For each line below, check for the word "rows", then state how many lines contain it, with no other output.

- Stored dataset items -
╭──

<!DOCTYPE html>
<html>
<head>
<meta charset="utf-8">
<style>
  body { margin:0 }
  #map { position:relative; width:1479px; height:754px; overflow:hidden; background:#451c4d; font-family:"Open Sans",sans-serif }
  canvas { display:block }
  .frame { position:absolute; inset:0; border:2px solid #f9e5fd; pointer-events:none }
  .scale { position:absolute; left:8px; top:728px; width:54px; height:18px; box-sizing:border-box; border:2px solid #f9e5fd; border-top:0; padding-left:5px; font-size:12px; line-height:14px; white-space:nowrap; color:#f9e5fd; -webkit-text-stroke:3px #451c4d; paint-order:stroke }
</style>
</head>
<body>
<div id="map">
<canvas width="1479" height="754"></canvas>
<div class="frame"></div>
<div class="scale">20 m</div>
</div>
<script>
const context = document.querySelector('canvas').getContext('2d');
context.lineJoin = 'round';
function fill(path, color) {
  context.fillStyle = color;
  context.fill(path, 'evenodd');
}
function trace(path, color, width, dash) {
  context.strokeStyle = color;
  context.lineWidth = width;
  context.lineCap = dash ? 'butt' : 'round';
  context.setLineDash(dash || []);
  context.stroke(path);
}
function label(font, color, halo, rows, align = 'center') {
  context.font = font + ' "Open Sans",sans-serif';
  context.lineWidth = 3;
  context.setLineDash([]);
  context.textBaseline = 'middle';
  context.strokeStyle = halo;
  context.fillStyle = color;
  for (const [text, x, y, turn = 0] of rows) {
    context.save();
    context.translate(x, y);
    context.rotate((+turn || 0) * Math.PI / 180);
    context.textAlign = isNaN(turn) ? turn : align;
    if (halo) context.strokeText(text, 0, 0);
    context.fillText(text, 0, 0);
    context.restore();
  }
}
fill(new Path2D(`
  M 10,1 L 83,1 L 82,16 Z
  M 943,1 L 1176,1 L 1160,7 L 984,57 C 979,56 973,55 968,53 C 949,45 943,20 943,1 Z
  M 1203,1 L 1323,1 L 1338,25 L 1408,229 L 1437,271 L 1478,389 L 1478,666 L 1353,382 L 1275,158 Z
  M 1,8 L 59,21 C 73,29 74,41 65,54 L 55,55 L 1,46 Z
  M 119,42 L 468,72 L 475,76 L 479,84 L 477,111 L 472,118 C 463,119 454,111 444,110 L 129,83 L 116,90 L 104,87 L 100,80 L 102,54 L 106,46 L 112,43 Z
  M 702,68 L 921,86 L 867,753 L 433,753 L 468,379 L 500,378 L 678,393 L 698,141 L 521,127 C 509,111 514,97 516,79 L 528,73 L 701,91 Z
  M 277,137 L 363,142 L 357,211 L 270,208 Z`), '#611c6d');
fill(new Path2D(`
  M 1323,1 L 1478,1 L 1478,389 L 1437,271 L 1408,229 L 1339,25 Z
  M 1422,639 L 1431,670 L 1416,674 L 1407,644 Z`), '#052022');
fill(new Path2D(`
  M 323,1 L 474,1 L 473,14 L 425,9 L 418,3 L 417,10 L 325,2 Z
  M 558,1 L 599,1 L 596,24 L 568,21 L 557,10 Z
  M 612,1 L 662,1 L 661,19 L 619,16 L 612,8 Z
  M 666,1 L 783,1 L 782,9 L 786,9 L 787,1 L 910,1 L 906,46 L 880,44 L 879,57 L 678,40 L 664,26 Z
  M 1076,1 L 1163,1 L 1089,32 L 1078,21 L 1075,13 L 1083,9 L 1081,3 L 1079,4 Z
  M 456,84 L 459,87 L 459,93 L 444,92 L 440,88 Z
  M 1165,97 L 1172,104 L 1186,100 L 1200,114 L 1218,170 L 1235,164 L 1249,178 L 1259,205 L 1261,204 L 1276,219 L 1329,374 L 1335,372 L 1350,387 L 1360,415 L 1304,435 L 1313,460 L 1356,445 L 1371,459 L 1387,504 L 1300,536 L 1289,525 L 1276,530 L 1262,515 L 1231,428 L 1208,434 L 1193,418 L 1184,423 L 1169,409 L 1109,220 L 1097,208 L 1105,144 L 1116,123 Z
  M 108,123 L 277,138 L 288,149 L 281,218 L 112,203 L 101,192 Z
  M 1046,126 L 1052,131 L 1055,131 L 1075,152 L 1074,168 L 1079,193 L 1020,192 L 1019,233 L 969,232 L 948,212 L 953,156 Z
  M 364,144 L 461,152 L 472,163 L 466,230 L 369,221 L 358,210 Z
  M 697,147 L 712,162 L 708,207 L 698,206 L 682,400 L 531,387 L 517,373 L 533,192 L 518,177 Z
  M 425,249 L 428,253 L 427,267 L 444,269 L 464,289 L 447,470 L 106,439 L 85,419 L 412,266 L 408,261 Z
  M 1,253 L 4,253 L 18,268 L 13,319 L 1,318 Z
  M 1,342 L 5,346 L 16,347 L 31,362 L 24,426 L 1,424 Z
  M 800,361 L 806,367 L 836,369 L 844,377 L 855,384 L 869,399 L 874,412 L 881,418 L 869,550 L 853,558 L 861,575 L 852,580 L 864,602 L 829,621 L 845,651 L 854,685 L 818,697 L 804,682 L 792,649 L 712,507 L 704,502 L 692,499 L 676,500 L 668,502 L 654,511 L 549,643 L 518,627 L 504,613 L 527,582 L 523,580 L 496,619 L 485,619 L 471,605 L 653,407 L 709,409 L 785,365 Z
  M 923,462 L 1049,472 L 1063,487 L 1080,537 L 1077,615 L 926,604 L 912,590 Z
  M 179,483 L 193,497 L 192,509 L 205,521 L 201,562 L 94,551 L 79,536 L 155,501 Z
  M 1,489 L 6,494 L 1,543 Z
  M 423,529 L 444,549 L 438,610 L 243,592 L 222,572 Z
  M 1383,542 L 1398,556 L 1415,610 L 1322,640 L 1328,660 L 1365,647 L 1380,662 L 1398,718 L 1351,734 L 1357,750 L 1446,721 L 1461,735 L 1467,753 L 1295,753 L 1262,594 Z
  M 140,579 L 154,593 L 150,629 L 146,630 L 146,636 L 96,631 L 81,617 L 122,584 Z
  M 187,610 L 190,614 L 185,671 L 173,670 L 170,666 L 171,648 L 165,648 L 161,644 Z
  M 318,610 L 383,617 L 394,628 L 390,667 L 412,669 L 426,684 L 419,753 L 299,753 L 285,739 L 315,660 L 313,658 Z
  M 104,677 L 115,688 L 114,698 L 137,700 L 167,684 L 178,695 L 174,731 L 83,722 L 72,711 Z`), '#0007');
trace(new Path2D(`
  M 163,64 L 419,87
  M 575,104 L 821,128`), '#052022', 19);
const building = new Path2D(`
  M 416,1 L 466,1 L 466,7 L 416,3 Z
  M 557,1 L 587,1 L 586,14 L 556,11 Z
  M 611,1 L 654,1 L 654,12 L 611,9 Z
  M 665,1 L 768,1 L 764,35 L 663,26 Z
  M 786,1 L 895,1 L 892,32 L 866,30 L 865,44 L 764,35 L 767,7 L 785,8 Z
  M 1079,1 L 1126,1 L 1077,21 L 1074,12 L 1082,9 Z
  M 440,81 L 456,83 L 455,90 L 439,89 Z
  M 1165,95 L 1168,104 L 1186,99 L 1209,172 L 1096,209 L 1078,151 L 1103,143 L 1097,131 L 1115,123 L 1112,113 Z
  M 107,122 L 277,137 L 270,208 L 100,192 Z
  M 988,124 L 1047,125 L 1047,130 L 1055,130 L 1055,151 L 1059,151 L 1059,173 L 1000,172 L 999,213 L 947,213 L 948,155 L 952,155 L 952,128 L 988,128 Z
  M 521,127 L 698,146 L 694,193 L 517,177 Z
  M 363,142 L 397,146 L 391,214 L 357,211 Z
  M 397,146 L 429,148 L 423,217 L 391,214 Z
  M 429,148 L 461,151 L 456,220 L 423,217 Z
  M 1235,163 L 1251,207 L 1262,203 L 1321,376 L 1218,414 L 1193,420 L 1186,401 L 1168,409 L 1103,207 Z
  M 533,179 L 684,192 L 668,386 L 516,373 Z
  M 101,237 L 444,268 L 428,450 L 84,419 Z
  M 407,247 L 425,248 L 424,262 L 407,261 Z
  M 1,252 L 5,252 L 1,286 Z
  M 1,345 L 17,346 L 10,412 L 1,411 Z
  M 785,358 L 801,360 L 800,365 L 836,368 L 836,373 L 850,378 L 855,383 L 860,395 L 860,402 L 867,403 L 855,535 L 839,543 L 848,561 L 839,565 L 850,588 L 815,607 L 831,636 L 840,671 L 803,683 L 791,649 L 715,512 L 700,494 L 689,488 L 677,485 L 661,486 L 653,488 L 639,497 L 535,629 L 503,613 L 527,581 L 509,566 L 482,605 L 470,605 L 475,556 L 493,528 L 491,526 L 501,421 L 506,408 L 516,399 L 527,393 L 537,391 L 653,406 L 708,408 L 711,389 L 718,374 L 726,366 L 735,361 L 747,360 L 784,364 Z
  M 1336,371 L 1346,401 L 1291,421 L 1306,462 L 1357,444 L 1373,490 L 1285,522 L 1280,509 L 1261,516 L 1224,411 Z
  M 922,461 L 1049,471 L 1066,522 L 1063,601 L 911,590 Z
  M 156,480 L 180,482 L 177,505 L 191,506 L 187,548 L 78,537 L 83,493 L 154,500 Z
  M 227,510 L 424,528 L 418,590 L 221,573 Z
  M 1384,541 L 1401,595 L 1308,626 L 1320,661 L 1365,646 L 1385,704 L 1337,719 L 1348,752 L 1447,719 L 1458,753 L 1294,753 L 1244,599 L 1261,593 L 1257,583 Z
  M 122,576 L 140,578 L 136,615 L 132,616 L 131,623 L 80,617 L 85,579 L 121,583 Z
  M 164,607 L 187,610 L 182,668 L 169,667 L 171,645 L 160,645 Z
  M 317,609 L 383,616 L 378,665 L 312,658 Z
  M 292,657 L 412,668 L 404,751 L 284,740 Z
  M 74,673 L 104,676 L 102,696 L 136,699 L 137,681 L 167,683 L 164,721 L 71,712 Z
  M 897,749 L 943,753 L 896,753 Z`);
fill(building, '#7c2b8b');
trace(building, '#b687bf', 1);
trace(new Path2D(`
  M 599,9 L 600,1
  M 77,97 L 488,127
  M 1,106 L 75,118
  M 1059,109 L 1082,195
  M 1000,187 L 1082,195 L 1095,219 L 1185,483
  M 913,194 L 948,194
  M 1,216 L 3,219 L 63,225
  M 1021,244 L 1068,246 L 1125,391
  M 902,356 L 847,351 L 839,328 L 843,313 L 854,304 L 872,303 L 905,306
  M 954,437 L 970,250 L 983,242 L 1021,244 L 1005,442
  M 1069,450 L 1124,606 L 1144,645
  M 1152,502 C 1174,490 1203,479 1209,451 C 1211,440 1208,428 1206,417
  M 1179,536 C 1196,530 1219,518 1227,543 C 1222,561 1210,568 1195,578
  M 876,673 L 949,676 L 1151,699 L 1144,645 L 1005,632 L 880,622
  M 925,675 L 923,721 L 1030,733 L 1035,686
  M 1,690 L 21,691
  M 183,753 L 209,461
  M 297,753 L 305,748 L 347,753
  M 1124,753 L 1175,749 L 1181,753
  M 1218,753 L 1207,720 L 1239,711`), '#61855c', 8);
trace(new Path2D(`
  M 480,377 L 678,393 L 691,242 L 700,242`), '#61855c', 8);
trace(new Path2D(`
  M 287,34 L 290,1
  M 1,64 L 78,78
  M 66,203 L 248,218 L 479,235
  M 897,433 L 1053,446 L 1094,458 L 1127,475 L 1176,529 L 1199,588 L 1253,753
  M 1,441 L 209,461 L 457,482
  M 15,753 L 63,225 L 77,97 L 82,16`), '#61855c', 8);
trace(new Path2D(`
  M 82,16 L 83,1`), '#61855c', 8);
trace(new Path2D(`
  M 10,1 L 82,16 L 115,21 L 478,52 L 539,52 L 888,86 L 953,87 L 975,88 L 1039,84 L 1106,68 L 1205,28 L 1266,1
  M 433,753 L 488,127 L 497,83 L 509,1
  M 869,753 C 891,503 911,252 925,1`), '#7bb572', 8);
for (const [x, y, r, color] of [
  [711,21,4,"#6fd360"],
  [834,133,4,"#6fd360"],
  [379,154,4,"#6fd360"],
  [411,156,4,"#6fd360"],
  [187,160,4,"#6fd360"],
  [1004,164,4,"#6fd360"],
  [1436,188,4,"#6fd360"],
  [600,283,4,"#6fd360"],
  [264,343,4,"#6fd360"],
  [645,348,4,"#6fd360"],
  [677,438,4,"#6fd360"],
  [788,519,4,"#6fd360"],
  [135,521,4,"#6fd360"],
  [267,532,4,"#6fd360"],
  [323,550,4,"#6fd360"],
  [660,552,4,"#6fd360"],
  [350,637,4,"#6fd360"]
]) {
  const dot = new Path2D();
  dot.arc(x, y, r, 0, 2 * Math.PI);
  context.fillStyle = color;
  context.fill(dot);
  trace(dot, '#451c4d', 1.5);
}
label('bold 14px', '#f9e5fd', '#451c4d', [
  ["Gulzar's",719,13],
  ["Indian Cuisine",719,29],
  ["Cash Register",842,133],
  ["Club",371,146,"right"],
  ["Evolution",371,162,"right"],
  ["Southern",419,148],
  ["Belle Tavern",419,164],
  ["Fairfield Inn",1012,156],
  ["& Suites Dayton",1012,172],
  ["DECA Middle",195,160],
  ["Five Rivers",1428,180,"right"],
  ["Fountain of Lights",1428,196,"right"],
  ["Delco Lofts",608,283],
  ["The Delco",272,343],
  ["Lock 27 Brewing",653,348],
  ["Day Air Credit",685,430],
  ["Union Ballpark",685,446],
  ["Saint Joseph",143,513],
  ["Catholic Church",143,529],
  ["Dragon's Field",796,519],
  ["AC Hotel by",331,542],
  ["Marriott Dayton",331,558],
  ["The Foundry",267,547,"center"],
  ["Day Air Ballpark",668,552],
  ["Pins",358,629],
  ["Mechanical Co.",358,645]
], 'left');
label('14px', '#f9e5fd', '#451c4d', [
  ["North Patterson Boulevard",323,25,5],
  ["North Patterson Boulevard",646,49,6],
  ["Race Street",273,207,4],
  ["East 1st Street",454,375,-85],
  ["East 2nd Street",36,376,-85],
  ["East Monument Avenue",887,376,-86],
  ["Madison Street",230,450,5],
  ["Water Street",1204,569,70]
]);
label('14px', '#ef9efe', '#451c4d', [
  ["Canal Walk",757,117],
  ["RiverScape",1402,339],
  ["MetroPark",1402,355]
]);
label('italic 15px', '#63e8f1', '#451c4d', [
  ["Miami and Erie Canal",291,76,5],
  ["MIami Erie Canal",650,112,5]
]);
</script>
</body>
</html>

╰──

- PROBLEM SOLUTION -
2